## [DATASET ENTRIES]
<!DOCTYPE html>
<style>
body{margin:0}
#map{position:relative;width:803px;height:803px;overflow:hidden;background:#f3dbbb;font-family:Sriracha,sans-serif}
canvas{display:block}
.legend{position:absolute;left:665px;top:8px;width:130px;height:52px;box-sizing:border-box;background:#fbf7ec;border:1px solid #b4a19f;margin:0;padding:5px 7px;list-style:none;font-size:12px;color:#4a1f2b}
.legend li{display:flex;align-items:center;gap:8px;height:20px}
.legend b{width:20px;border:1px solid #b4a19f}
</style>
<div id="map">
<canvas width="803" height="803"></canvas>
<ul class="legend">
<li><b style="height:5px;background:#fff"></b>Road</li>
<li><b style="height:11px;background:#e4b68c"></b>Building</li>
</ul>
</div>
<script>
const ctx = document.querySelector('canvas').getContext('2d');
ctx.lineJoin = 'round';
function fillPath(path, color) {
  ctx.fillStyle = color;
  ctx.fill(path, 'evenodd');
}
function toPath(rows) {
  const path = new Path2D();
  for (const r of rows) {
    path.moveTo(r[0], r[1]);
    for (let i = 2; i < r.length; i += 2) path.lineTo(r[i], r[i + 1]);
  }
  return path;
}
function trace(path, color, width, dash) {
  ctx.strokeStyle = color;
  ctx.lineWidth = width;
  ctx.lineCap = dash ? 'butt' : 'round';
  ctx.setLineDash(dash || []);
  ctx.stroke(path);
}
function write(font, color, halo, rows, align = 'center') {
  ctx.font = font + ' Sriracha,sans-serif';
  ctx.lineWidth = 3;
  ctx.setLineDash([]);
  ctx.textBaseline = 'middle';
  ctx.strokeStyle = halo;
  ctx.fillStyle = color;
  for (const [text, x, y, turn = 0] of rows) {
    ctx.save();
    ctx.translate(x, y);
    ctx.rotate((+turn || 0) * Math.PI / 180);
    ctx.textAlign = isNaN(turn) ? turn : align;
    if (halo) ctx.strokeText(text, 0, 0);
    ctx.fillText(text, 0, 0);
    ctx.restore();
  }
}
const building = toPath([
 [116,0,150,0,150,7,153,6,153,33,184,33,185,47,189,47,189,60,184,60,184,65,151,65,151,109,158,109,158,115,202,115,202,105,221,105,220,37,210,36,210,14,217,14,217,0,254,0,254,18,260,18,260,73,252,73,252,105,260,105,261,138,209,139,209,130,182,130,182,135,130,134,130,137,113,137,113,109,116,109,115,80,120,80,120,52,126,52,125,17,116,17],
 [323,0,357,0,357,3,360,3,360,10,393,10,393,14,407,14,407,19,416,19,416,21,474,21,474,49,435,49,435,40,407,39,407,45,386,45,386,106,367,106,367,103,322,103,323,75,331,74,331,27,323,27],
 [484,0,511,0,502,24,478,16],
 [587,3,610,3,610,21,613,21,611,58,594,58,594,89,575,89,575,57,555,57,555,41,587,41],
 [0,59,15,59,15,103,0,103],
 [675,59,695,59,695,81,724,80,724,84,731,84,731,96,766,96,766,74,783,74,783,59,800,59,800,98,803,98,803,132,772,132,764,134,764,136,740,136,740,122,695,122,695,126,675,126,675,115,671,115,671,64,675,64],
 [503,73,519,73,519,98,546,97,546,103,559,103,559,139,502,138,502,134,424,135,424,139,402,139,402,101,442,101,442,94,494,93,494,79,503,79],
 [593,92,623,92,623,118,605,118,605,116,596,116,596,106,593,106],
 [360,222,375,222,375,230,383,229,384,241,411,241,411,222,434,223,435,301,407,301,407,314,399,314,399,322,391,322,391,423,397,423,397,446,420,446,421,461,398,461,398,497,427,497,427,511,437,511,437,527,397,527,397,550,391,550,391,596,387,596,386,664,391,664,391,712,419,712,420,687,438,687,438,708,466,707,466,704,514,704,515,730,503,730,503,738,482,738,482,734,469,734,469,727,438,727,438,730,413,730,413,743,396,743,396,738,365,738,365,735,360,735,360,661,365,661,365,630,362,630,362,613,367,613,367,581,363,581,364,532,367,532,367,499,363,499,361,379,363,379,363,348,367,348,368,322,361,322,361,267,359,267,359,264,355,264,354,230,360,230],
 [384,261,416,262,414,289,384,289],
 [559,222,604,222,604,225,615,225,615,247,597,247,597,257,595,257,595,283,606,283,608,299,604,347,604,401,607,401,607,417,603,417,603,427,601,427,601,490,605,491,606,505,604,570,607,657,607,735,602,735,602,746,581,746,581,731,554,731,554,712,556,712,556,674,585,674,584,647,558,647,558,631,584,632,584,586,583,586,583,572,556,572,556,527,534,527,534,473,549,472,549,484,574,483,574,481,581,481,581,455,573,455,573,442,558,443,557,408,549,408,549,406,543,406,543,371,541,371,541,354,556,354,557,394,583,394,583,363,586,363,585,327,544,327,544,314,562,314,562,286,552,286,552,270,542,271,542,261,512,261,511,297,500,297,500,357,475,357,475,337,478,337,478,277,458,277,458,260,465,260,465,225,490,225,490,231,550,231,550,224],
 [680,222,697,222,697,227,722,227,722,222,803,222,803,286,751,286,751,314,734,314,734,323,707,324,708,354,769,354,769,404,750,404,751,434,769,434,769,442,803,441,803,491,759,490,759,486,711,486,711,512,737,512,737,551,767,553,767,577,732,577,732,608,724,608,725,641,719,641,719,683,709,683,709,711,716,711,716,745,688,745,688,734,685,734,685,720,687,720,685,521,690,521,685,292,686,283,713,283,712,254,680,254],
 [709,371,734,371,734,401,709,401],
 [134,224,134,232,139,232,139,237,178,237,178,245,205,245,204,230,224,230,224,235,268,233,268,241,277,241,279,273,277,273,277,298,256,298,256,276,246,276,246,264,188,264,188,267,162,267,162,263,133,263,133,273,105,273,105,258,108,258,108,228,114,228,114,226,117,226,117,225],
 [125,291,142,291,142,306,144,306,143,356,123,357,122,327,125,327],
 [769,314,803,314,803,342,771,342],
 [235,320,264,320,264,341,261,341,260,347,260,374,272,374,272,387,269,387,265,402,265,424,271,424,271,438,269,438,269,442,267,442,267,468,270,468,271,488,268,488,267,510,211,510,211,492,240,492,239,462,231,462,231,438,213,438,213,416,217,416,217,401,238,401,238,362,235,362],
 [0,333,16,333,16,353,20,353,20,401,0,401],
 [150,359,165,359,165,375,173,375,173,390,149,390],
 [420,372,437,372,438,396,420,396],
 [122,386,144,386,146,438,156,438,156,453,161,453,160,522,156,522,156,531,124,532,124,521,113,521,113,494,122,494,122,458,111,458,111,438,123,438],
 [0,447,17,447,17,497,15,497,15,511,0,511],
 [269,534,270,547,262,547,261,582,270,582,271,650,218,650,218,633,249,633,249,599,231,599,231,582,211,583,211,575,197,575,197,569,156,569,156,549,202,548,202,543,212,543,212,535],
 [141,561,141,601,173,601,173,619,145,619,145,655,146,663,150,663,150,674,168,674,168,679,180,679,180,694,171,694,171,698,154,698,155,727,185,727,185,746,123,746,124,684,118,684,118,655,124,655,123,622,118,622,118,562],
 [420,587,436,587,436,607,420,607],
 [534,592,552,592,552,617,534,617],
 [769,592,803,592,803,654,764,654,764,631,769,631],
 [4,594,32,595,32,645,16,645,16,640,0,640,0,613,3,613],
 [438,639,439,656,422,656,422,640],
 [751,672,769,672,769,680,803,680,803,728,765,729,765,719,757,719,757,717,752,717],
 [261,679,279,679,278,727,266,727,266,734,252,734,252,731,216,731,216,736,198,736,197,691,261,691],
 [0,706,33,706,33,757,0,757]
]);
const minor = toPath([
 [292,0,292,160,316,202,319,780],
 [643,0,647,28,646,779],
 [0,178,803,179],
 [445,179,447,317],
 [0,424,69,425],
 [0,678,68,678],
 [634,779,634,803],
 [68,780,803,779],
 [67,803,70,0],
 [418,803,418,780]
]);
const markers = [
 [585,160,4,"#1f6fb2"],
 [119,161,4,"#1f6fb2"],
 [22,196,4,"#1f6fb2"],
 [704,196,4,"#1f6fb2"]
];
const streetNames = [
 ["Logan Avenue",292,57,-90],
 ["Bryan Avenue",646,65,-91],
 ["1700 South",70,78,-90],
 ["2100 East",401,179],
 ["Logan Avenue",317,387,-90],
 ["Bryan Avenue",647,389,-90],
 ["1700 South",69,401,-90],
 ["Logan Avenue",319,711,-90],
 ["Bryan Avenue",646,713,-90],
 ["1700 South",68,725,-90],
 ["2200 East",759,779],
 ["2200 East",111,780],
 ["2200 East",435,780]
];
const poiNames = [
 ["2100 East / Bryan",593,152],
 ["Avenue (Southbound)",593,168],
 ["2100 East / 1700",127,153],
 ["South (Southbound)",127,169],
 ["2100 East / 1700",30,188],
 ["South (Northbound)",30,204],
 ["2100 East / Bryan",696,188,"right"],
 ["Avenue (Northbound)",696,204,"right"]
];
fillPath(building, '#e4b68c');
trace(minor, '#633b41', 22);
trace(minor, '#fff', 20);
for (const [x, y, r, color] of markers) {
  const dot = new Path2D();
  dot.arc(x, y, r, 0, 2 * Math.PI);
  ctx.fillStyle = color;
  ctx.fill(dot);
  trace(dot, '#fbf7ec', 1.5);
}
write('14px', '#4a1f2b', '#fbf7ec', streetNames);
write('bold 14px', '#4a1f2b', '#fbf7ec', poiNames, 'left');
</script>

## [REQUIRED WORK]
Reproduce the listing above exactly as far as the line with "ctx.lineWidth = width;", that line included.

## [WRITTEN RESPONSE]
<!DOCTYPE html>
<style>
body{margin:0}
#map{position:relative;width:803px;height:803px;overflow:hidden;background:#f3dbbb;font-family:Sriracha,sans-serif}
canvas{display:block}
.legend{position:absolute;left:665px;top:8px;width:130px;height:52px;box-sizing:border-box;background:#fbf7ec;border:1px solid #b4a19f;margin:0;padding:5px 7px;list-style:none;font-size:12px;color:#4a1f2b}
.legend li{display:flex;align-items:center;gap:8px;height:20px}
.legend b{width:20px;border:1px solid #b4a19f}
</style>
<div id="map">
<canvas width="803" height="803"></canvas>
<ul class="legend">
<li><b style="height:5px;background:#fff"></b>Road</li>
<li><b style="height:11px;background:#e4b68c"></b>Building</li>
</ul>
</div>
<script>
const ctx = document.querySelector('canvas').getContext('2d');
ctx.lineJoin = 'round';
function fillPath(path, color) {
  ctx.fillStyle = color;
  ctx.fill(path, 'evenodd');
}
function toPath(rows) {
  const path = new Path2D();
  for (const r of rows) {
    path.moveTo(r[0], r[1]);
    for (let i = 2; i < r.length; i += 2) path.lineTo(r[i], r[i + 1]);
  }
  return path;
}
function trace(path, color, width, dash) {
  ctx.strokeStyle = color;
  ctx.lineWidth = width;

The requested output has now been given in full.